Segment Start: LISTED RECORDS

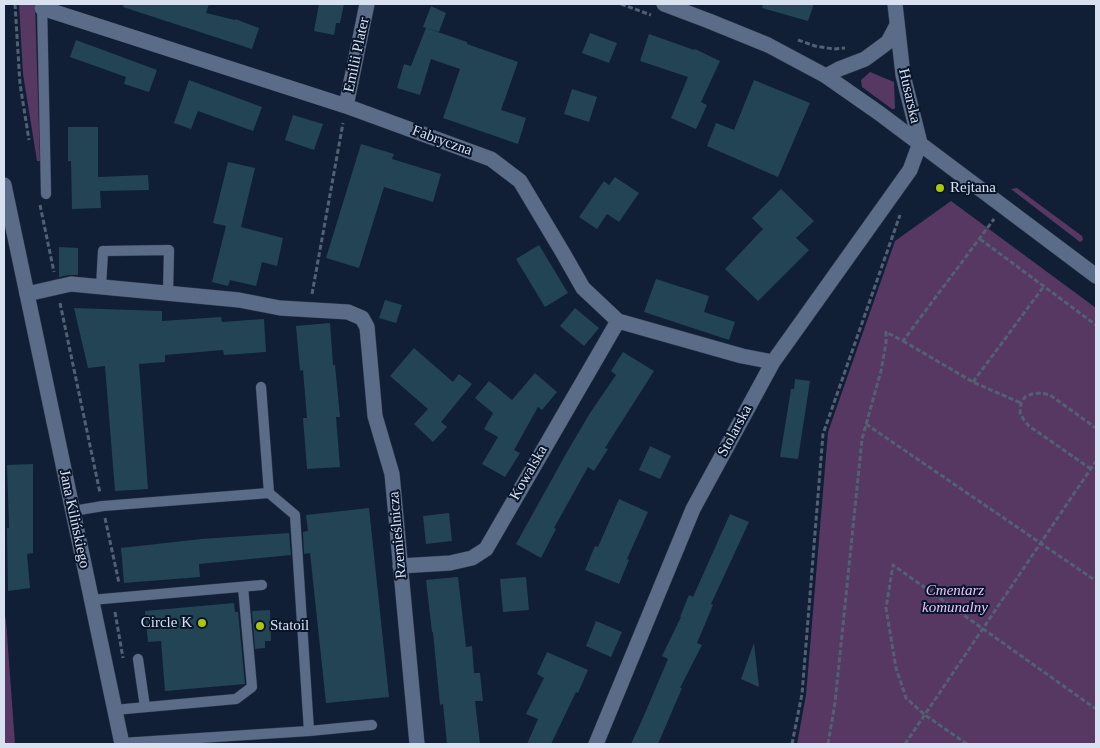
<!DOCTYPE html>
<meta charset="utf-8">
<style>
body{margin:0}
#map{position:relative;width:1100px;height:748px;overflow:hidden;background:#101f35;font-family:"Times New Roman",serif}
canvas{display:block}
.frame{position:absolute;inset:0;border:5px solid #d7e1f0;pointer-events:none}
</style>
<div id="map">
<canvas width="1100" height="748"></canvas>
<div class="frame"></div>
</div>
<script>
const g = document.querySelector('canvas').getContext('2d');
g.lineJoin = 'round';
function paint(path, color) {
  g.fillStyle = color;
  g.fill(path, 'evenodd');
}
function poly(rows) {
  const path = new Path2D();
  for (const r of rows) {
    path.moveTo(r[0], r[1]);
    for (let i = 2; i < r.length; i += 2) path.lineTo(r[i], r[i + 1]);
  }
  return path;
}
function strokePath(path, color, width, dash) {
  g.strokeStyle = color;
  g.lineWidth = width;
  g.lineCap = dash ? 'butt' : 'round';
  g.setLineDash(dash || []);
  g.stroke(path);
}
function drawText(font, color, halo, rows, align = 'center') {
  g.font = font + ' "Times New Roman",serif';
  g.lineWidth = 4;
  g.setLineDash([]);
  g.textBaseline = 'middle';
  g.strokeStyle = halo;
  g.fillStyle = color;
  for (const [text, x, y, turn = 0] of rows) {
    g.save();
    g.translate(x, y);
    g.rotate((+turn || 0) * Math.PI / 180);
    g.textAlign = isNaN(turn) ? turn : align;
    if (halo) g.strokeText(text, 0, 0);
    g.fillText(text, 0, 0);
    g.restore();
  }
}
const green = poly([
 [19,4,35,4,40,161,37,161,23,74],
 [870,72,894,82,895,108,894,109,892,109,862,87,861,80],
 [1017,188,1082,236,1083,240,1080,242,1011,189],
 [951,201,1096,308,1096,744,797,744,806,695,828,432,895,241],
 [4,611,6,621,15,744,4,744]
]);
const building = poly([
 [124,4,209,4,206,13,235,20,235,19,259,28,252,49,123,7],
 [319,4,344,4,340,23,336,23,334,35,314,31],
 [763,4,814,4,808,21,762,8],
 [431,6,446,13,439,32,423,27],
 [426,28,467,42,467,44,518,62,501,110,526,118,518,144,443,118,460,69,431,59,420,95,397,88,404,64,411,66],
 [590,33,617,43,609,63,582,53],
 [649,34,694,50,695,49,720,61,701,102,707,105,696,129,671,118,688,77,640,61],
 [76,40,157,70,149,92,124,84,126,77,70,57],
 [189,80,262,107,253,131,198,111,191,129,174,123],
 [754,80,810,103,778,177,707,146,716,123,734,130],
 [572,89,597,97,589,122,564,114],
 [293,115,323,124,314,150,285,140],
 [68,127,98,127,98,177,148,175,149,190,100,191,101,208,72,209,71,161,68,161],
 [361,144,394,154,392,159,441,174,433,202,384,187,359,268,326,258],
 [228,162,255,168,241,227,283,238,277,266,262,262,256,286,230,280,228,286,212,282,226,226,213,223],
 [615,177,639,193,619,222,607,214,597,229,579,217,604,181,609,185],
 [781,189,814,221,796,238,809,250,758,301,725,269,763,229,752,218],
 [539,245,568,293,545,307,516,259],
 [59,247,78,248,78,275,69,275,59,277],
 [656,279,709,296,704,312,735,322,729,340,644,312],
 [385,300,402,305,396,323,379,318],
 [74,308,162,311,162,321,221,317,222,322,264,319,266,352,224,355,223,350,165,355,165,362,139,364,148,489,115,491,105,366,88,368],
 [575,308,599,328,584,346,560,326],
 [330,323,333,365,335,365,340,417,336,417,340,467,307,469,303,418,307,418,303,370,300,371,296,326],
 [414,348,453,382,459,374,472,384,441,422,447,427,433,442,414,424,428,409,390,376],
 [623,352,654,371,605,448,608,449,594,471,588,467,554,528,556,529,541,558,516,544,567,452,590,413,616,375,611,371],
 [535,373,557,392,542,410,538,407,514,450,520,453,505,477,482,464,498,437,484,429,493,413,475,398,489,381,512,400],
 [795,379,810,381,798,459,780,457,791,389,794,389],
 [650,446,671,456,660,479,639,470],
 [33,464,33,553,27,554,30,588,8,591,7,528,9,528,7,465],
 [619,499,648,512,627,559,629,560,619,584,585,570,595,546,598,547],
 [369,508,389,697,326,703,310,553,304,554,303,532,308,531,306,515],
 [449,513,452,541,426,544,423,516],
 [730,514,749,522,711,604,713,605,697,643,702,645,680,688,682,688,658,744,631,744,642,720,668,659,662,656,681,617,680,617,689,595,693,597],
 [289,533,291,555,199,564,200,577,124,583,121,548,201,539],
 [458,577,466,647,472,646,474,673,480,673,483,701,475,701,480,744,447,744,443,704,440,705,433,632,432,632,426,580],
 [526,577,529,610,503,612,500,579],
 [234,603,235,612,238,612,245,684,165,691,161,641,148,642,145,611],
 [270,610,271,641,265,641,265,648,255,649,252,611],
 [596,621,622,632,611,657,586,646],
 [754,643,759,687,741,679],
 [547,652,588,670,578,693,576,692,551,744,527,744,538,719,526,714,544,678,537,674]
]);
const path = poly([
 [15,4,20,84,29,140],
 [621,4,651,15],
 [798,40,815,46,834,49,845,48],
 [40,205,54,272],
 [980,239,1096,325],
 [312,294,343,123],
 [60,303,100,493],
 [903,341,973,382,1021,403],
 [973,382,1044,286],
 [866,424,1096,581],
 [1091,469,1029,426,1024,420,1020,413,1021,403,1025,397,1032,394,1041,393,1050,395,1096,428],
 [105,518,119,583],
 [115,612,123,658],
 [792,744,802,694,823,434,900,215],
 [828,744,835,703,862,439,881,371,886,343,886,332,903,341,994,219],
 [905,744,1096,461],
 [967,744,925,715,906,698,896,668,886,608,893,565,1096,709]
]);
const lane = poly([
 [42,4,46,194],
 [101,287,103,251,169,250,168,293],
 [261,387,269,493],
 [73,511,103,506,269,493,295,515,309,731],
 [91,600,262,585],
 [138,659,145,707],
 [114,710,236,699,252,687,243,587],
 [122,743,309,731,372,725]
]);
const street = poly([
 [42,8,346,106,491,159,520,181,563,253,583,288,618,321,742,356,773,362],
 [826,76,839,69,865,59,888,42,897,25],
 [346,106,367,4],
 [27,294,71,284,239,300,280,308,348,312,362,318,367,327,375,416,392,474,417,744],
 [400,566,450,563,472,558,486,549,618,321],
 [596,744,693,509,773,362,910,170,920,143,903,75,895,4]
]);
const secondary = poly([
 [664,4,709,21,768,45,826,76,879,113,1096,276],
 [4,185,122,744]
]);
const markers = [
 [940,188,5,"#aec60c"],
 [202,623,5,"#aec60c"],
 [260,626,5,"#aec60c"]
];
const streetNames = [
 ["Emilii Plater",357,55,-78],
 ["Husarska",909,96,77],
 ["Fabryczna",442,141,20],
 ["Stolarska",735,431,-62],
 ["Kowalska",529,473,-60],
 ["Jana Kilińskiego",74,519,78],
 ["Rzemieślnicza",398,535,-95]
];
const poiNames = [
 ["Rejtana",950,188],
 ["Circle K",192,623,"right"],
 ["Statoil",270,626]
];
const parkNames = [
 ["Cmentarz",955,591],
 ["komunalny",955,608]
];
paint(green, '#563863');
paint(building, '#234454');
strokePath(lane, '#30384b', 11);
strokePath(street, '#30384b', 16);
strokePath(secondary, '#30384b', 16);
strokePath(path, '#526073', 3, [5, 2.5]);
strokePath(lane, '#5a6c87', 10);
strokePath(street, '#5a6c87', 15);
strokePath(secondary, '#5a6c87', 15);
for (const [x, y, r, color] of markers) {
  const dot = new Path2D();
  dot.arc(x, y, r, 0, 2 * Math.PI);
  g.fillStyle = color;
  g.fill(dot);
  strokePath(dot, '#08152b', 2);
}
drawText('15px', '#d7e1f0', '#08152b', streetNames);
drawText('15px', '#d7e1f0', '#08152b', poiNames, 'left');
drawText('italic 15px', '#eac3fc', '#08152b', parkNames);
</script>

Segment End: LISTED RECORDS

__WHAT THE TASK REQUIRES__. Reproduce only the lines of the records from the start up to and including the line that holds "path.moveTo(r[0], r[1]);"; do not carry over any picture.

__WRITTEN REPLY__.
<!DOCTYPE html>
<meta charset="utf-8">
<style>
body{margin:0}
#map{position:relative;width:1100px;height:748px;overflow:hidden;background:#101f35;font-family:"Times New Roman",serif}
canvas{display:block}
.frame{position:absolute;inset:0;border:5px solid #d7e1f0;pointer-events:none}
</style>
<div id="map">
<canvas width="1100" height="748"></canvas>
<div class="frame"></div>
</div>
<script>
const g = document.querySelector('canvas').getContext('2d');
g.lineJoin = 'round';
function paint(path, color) {
  g.fillStyle = color;
  g.fill(path, 'evenodd');
}
function poly(rows) {
  const path = new Path2D();
  for (const r of rows) {
    path.moveTo(r[0], r[1]);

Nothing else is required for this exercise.